In our view the way that these issues were presented was a clear demonstration of bias towards the developer and a deliberate misrepresentation of policy.

The four policy issues are:

1. Inconsistent approach to Opportunity Area status
2. Inappropriate interpretation of London Plan car parking standards
3. Downplaying the status of the Eden Quarter Development Brief Supplementary Planning Document
4. Failure to address the requirements of the London Plan tall buildings policy

Opportunity Area status
The Committee Report and the officer presenting to the Committee are inconsistent in the way the Opportunity Area (OA) status issue is presented. When building heights are considered Paragraph 54 of Committee Report (A25) makes it clear that the site is within the town centre and that the town centre is within the Kingston OA. No doubt is expressed as to whether the site is in or out; it is clearly held to be within the OA. Thus, when seeking to justify the heights of the buildings proposed Members are advised that the OA status provides the justification, indeed this is identified as the prime reason for departing from policy/guidance on building heights (paragraph 108 A34).
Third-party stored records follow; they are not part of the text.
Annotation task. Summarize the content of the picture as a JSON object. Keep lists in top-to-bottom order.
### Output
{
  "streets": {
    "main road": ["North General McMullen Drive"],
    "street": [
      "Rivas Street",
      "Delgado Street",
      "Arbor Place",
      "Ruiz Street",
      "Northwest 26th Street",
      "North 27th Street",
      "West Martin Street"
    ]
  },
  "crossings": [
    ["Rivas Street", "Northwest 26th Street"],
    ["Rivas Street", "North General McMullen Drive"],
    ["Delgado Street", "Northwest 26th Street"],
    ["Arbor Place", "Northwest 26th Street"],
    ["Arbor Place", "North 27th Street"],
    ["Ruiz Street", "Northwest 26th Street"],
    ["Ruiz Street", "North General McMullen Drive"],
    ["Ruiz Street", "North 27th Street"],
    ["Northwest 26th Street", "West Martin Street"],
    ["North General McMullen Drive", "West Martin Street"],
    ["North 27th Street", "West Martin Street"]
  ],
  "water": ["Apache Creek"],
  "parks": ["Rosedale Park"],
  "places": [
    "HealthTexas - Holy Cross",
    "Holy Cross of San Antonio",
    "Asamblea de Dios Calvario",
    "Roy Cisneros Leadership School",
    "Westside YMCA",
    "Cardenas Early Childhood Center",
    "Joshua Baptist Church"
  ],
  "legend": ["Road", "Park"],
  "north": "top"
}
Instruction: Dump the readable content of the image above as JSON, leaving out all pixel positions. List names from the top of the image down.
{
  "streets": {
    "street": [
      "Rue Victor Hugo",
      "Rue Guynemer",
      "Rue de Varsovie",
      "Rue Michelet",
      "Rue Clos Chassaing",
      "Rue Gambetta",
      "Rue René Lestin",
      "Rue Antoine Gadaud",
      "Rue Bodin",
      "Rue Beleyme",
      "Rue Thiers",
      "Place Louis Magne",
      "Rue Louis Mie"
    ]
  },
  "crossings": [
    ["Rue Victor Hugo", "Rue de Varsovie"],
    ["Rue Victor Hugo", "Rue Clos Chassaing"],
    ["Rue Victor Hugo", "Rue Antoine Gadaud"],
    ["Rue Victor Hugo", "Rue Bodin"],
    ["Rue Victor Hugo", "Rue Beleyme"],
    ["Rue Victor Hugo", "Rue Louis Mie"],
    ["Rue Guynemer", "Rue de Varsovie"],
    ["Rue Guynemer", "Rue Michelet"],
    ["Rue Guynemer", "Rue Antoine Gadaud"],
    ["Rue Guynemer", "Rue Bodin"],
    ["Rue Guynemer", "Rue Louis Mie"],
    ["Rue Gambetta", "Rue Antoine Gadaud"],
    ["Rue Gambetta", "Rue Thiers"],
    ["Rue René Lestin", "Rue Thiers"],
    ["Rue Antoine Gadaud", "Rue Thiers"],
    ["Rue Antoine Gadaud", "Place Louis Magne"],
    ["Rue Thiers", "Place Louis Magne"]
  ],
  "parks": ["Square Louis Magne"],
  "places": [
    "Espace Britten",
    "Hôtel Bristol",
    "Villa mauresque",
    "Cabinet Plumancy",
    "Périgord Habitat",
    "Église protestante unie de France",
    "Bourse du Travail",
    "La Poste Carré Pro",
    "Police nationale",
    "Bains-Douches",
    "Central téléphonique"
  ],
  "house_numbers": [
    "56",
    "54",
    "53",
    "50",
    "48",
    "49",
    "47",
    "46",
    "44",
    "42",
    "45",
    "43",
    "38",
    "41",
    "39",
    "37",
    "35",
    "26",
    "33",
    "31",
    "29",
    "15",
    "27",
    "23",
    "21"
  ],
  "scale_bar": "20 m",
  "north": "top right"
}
However, when it comes to considering car parking standards (Committee Report A55/56) the report sheds doubt on whether the site is within OA boundary (paragraph 227), suggesting the site could equally be considered to be in an Outer London location, which would provide a much more generous parking provision. Setting aside for a minute that it is not credible for the officer to suggest that this location would not be within the OA boundary, our concern is that this inconsistency – within the OA when it supports the tall buildings, and more circumspect when parking standards are considered -introduces a bias in favour of the developer, suggesting to Members that the scheme proposed may not be contrary to London Plan car parking policy.

This is clearly wrong as evidenced by the GLA’s stage 1 response to the scheme that considered that the scheme is within the OA and should be car-free.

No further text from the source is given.